Task directions
Extract only the lines running from the top of the entries to the line that holds "--surface:#171b24; --page:#242831; --text:#f1f3f6;". Include that line and omit the pictures.

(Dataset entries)
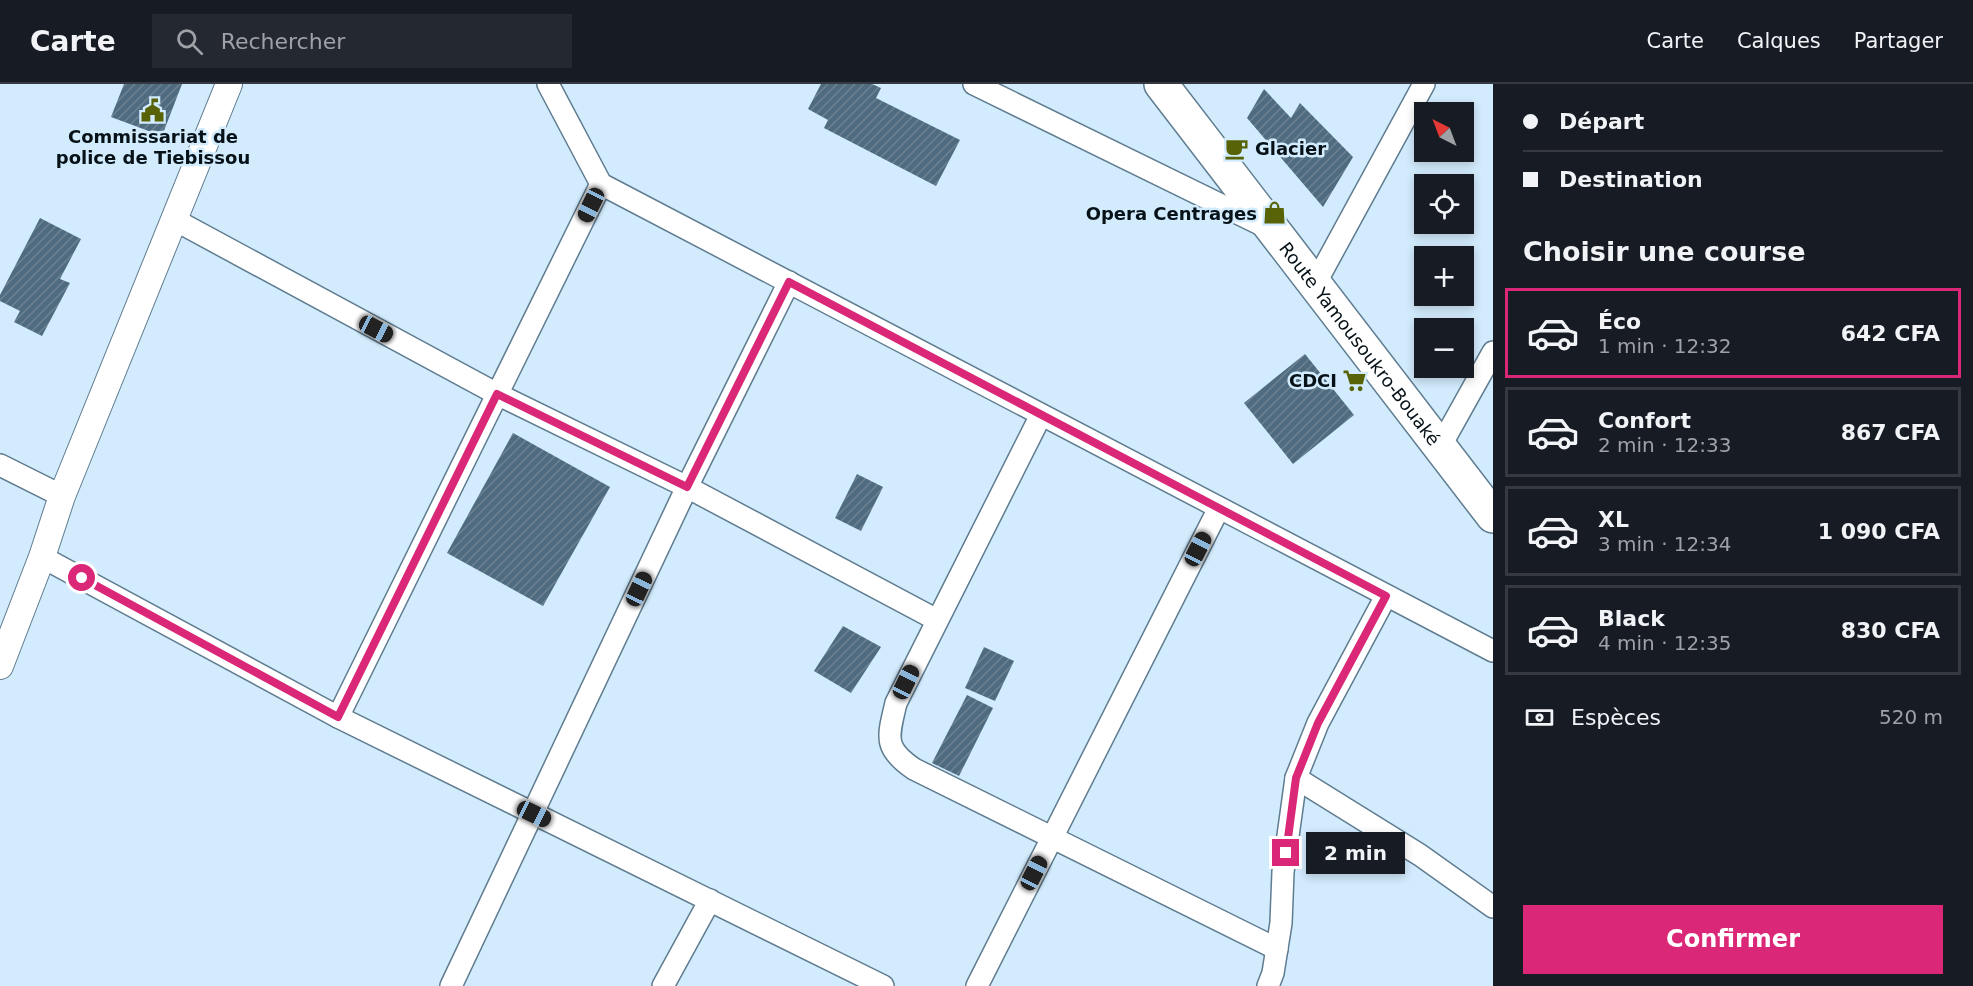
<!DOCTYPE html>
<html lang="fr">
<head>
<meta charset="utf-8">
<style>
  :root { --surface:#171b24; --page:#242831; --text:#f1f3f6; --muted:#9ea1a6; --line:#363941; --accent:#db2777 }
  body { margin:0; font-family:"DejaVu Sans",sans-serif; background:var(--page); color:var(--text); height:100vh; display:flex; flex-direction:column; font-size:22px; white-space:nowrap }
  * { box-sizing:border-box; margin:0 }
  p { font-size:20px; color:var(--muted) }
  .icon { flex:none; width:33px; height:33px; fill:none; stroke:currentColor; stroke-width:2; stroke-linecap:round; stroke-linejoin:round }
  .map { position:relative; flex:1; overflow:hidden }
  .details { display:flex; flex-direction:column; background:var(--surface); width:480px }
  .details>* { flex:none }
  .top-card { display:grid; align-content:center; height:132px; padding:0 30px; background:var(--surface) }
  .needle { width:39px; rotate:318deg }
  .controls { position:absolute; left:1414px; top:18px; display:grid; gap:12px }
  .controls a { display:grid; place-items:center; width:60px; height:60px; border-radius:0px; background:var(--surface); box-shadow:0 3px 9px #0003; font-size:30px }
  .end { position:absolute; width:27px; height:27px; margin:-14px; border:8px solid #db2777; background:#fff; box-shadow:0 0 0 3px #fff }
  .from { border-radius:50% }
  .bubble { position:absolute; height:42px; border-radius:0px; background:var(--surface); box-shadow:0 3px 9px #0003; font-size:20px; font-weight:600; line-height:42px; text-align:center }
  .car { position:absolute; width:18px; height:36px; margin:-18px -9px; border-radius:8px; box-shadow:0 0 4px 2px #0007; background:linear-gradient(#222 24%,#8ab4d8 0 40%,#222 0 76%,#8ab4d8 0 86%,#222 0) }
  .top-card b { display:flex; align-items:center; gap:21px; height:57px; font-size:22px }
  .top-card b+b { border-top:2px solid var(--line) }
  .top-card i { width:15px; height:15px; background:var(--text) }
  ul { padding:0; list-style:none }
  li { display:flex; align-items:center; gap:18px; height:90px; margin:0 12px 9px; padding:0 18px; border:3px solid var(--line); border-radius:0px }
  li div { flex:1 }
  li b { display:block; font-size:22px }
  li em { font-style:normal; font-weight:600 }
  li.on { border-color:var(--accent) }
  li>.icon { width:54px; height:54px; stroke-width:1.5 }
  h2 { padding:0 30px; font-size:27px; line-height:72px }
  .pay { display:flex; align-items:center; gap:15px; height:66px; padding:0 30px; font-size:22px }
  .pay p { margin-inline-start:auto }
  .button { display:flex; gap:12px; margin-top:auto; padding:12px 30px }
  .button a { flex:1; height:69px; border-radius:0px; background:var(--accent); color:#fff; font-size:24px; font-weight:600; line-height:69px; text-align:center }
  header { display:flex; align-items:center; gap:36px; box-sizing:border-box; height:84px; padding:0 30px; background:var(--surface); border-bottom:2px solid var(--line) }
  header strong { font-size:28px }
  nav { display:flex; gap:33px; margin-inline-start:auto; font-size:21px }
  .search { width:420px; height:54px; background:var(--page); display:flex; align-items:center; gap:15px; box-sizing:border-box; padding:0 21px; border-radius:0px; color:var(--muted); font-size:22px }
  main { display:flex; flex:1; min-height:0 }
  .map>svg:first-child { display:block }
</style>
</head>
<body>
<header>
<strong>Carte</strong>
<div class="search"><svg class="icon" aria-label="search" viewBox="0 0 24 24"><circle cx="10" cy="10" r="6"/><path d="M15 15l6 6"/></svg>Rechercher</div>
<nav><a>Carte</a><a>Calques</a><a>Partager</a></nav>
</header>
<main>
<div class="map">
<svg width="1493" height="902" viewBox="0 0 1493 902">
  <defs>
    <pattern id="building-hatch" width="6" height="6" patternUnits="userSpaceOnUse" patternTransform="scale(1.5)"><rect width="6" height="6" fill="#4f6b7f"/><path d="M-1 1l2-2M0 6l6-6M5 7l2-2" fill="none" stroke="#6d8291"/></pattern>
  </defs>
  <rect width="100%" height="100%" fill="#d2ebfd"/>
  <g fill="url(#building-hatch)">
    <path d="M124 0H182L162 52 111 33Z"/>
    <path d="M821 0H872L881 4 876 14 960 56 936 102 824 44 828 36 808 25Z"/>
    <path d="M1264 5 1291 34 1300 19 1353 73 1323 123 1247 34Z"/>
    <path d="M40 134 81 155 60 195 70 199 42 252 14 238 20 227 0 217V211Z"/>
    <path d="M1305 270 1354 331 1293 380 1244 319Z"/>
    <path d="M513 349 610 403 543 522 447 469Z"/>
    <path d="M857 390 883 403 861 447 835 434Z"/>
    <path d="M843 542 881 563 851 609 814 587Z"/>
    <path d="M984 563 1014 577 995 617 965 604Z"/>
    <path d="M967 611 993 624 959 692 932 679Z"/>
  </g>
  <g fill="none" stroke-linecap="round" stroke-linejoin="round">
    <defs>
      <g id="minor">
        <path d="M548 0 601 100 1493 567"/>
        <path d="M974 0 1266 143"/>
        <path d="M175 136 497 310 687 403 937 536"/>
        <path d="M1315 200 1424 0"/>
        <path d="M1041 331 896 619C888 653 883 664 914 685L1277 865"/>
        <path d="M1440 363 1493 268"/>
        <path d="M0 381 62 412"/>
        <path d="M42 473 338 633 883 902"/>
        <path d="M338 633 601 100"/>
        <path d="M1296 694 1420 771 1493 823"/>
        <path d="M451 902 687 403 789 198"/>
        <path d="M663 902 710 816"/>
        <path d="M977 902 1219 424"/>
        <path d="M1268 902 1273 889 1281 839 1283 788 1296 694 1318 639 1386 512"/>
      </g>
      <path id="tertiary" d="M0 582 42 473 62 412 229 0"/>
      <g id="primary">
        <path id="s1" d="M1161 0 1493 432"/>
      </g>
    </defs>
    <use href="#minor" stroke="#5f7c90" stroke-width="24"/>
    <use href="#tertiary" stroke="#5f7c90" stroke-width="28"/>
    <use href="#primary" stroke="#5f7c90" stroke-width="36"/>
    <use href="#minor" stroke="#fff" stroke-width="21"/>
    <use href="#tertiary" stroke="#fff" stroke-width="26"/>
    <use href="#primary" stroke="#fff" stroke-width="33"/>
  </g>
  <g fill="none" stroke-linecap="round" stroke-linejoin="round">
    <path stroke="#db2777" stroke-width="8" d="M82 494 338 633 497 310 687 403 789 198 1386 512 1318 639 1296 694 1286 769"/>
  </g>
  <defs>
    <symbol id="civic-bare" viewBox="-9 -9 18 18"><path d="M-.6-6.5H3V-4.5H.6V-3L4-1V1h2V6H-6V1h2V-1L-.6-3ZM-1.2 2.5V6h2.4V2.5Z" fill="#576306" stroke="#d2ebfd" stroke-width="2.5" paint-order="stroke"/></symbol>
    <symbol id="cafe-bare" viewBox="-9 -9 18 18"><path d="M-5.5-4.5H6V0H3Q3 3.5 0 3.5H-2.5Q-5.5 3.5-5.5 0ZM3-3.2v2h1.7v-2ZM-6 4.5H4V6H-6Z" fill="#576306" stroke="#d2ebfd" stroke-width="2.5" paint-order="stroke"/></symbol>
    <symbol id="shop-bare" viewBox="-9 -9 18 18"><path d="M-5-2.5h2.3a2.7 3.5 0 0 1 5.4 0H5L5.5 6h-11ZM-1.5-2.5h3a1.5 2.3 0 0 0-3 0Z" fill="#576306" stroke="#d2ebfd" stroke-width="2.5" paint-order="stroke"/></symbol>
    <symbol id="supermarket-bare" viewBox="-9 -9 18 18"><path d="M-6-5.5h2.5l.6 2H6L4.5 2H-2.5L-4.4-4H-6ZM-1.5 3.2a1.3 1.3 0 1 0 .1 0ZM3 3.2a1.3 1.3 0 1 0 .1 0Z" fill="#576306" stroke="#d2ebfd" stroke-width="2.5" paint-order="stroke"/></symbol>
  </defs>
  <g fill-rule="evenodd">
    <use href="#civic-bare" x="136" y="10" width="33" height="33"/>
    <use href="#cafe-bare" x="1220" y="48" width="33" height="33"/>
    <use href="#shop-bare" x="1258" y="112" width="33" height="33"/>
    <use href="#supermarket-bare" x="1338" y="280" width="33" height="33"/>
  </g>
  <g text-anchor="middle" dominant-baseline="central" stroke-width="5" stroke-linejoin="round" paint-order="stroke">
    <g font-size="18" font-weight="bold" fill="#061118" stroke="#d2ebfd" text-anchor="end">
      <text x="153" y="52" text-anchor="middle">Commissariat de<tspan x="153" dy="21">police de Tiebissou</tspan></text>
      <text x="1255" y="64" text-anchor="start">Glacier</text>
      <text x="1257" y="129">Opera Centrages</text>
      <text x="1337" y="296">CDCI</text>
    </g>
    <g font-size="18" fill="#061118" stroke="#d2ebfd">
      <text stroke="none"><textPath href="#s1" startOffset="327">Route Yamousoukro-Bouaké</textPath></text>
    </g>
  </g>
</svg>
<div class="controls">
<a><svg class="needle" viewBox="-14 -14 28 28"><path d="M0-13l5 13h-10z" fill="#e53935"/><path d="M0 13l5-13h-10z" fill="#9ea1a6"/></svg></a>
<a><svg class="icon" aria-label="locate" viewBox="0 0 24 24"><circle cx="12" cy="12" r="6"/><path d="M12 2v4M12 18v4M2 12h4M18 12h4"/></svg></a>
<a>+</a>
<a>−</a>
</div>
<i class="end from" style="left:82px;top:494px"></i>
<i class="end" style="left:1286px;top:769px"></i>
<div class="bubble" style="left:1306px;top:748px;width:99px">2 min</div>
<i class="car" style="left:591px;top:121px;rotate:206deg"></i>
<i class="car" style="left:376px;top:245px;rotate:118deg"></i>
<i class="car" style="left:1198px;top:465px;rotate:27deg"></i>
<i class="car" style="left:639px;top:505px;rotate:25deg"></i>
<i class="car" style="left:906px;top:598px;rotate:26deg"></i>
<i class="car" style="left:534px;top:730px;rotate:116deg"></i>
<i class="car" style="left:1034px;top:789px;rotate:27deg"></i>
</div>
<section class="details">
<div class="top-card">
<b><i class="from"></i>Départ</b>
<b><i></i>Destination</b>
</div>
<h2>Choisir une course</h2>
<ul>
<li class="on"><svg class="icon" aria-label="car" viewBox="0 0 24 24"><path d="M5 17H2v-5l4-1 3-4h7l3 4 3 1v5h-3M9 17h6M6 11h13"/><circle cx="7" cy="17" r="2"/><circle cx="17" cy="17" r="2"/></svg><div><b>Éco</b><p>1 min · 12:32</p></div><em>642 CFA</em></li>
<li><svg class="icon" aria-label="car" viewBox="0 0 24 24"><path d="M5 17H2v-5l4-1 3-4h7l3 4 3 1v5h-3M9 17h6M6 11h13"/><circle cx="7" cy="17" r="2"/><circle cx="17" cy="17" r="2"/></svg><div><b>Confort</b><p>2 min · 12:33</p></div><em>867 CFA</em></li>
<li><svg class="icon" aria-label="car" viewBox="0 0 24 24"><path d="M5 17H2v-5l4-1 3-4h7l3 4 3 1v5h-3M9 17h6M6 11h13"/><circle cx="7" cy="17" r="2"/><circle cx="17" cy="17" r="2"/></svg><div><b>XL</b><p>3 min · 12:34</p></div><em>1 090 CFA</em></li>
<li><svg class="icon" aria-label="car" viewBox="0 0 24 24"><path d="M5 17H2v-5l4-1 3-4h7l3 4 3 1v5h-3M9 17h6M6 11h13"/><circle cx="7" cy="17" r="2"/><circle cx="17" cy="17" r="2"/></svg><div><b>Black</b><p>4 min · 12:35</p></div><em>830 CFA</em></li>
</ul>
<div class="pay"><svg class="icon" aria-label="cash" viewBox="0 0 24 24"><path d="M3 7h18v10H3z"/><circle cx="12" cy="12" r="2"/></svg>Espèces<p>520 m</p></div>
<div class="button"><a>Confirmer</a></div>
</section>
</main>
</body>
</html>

Expected output
<!DOCTYPE html>
<html lang="fr">
<head>
<meta charset="utf-8">
<style>
  :root { --surface:#171b24; --page:#242831; --text:#f1f3f6; --muted:#9ea1a6; --line:#363941; --accent:#db2777 }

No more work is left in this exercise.